Sunday, December 26, 2010

POLITICIANS, PENSION FUNDS AND THE COMMON KICKBACK

Below is the summary of a very complicated kickback scheme involving Quadrangle Group and the New York Sate Common Retirement Fund. It is a really good example of how politicians and businessmen work so well together in America. Luckily, the SEC performed it’s policing duties quite well in this case which brought about a very large fine for Steve Rattner of the Quadrangle Group. The following is an excerpt from the SEC web page:

“Washington, D.C., Nov. 18, 2010 — The Securities and Exchange Commission today charged former Quadrangle Group principal Steven Rattner with participating in a widespread kickback scheme to obtain investments from New York’s largest pension fund.

The SEC alleges that Rattner secured investments for Quadrangle from the New York State Common Retirement Fund after he arranged for a firm affiliate to distribute the DVD of a low-budget film produced by the Retirement Fund’s chief investment officer and his brothers. Rattner then caused Quadrangle to retain Henry Morris – the top political advisor and chief fundraiser for former New York State Comptroller Alan Hevesi – as a “placement agent” and pay him more than $1 million in sham fees even though Rattner was already dealing directly with then-New York State Deputy Comptroller David Loglisci and did not need an introduction to the Retirement Fund.
The SEC alleges that after receiving pressure from Morris, Rattner also arranged a $50,000 contribution to Hevesi’s re-election campaign. Just a month later, Loglisci increased the Retirement Fund’s investment with Quadrangle from $100 million to $150 million. As a result of the $150 million investment with Quadrangle, the Retirement Fund paid management fees to a Quadrangle subsidiary. By virtue of his partnership interest in Quadrangle and its affiliates, Rattner’s personal share of these fees totals approximately $3 million.
Rattner agreed to settle the SEC’s charges by paying $6.2 million and consenting to a bar from associating with any investment adviser or broker-dealer for at least two years.
“New York State retirees deserve investment advisers that are selected through a transparent, conflict-free process, not through payoffs, undisclosed financial arrangements and movie distribution deals,” said Robert Khuzami, Director of the SEC’s Division of Enforcement.
David Rosenfeld, Associate Director of the SEC’s New York Regional Office, added, “Rattner delivered special favors and conducted sham transactions that corrupted the Retirement Fund’s investment process.
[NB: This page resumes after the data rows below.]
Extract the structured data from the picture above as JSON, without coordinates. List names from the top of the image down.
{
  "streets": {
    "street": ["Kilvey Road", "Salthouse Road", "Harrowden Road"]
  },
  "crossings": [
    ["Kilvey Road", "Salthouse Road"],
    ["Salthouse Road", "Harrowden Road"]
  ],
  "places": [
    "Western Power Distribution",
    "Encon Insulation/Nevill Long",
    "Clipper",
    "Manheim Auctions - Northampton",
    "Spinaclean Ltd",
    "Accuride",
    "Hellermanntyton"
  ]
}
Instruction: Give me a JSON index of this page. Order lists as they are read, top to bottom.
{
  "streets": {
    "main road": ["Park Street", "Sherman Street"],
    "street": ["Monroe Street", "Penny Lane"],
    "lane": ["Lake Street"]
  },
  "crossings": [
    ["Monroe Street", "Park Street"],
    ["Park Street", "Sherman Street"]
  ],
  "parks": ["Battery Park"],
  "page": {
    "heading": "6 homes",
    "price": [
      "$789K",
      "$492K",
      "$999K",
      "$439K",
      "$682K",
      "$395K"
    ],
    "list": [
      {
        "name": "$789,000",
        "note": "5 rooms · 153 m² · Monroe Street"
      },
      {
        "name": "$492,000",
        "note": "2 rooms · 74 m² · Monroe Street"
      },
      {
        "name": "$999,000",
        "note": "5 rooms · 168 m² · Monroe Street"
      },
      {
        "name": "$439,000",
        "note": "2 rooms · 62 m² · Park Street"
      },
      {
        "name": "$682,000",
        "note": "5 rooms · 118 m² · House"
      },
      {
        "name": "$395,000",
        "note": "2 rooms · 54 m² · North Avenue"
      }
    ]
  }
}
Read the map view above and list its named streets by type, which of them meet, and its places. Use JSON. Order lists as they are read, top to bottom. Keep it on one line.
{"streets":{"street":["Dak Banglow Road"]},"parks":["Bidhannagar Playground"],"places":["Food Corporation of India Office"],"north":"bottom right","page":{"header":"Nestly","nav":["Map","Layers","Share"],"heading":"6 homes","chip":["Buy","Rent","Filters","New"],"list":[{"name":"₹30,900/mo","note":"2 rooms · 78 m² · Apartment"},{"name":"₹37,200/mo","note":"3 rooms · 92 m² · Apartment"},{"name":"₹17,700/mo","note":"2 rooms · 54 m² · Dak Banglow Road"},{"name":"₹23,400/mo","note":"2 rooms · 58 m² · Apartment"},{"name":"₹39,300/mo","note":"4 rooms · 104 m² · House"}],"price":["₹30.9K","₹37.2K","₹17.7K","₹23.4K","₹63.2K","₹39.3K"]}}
The assets of New York State workers were invested for the hidden purpose of enriching Morris and Loglisci’s brother.”
The SEC previously charged Morris and Loglisci for orchestrating the fraudulent scheme that extracted kickbacks from investment management firms seeking to manage the assets of the Retirement Fund. The SEC charged Quadrangle earlier this year.
According to the SEC’s complaint against Rattner filed in U.S. District Court for the Southern District of New York, Morris informed Rattner in the fall of 2003 that Loglisci’s brother was involved in producing a film called “Chooch.” Morris suggested that Rattner help Loglisci’s brother with the theatrical distribution of the film. Rattner met with Loglisci’s brother and agreed to assist him, but Rattner’s efforts did not lead to a distribution deal. Approximately one year later, Loglisci’s brother contacted Rattner about DVD distribution of “Chooch.” Within days of speaking to Loglisci’s brother, Rattner contacted Loglisci about investing in a new Quadrangle private equity fund being marketed by the firm. Rattner told Loglisci that he had arranged a meeting between Loglisci’s brother and a Quadrangle affiliate — GT Brands — to discuss a possible DVD distribution deal.
The SEC alleges that after Loglisci’s brother met with GT Brands and telephoned Rattner to complain about the treatment he had received from GT Brands, Rattner warned a GT Brands executive to treat Loglisci’s brother “carefully” because Quadrangle was trying to obtain an investment through Loglisci. After GT Brands made clear to Rattner that it was not interested in distributing the film, Rattner instructed the GT Brands executive to “dance along” with Loglisci’s brother. According to an e-mail, Rattner telephoned Morris to inquire whether “GT needs to distribute [the Chooch] video” in order to secure an investment from the Retirement Fund. Morris offered to “nose around” to determine how important the DVD distribution deal was to Loglisci. GT Brands ultimately reversed course and offered to manufacture and distribute the DVD at a discount from its standard fee. Rattner approved the proposed terms of the distribution deal.
The SEC’s complaint alleges that in late October 2004, after Rattner and others from Quadrangle had already met with Loglisci and the Retirement Fund’s private equity consultant and received encouraging feedback from both of them, Morris met with Rattner and offered his placement agent services to Quadrangle. Morris warned Rattner that Quadrangle’s negotiations with the Retirement Fund could always fall apart. Although Quadrangle was already working with a placement agent, Quadrangle agreed to pay Morris as well.
According to the SEC’s complaint, soon after Quadrangle retained Morris as a placement agent and Rattner had advised Morris that GT Brands was moving forward with the deal to distribute the Chooch DVD, Loglisci personally informed Rattner that the Retirement Fund would be making a $100 million investment in the Quadrangle fund.
The SEC alleges that Morris later contacted Rattner and pressed him for a financial contribution to Hevesi’s re-election campaign. Although Rattner purportedly had a personal policy that he would not make political contributions to politicians who have influence over public pension funds, Rattner agreed to find someone else to make the contribution. After speaking with Morris, Rattner asked a friend and the friend’s wife to each contribute $25,000 to Hevesi’s campaign. The day after these contributions were communicated to Hevesi’s campaign staff, Hevesi telephoned Rattner and left him a message thanking him for the contribution. In late May 2006, Rattner’s friend transmitted the promised campaign contributions to Rattner, who forwarded the two checks to Hevesi’s campaign. Approximately one month later, Loglisci committed the Retirement Fund to an additional $50 million investment in the Quadrangle fund.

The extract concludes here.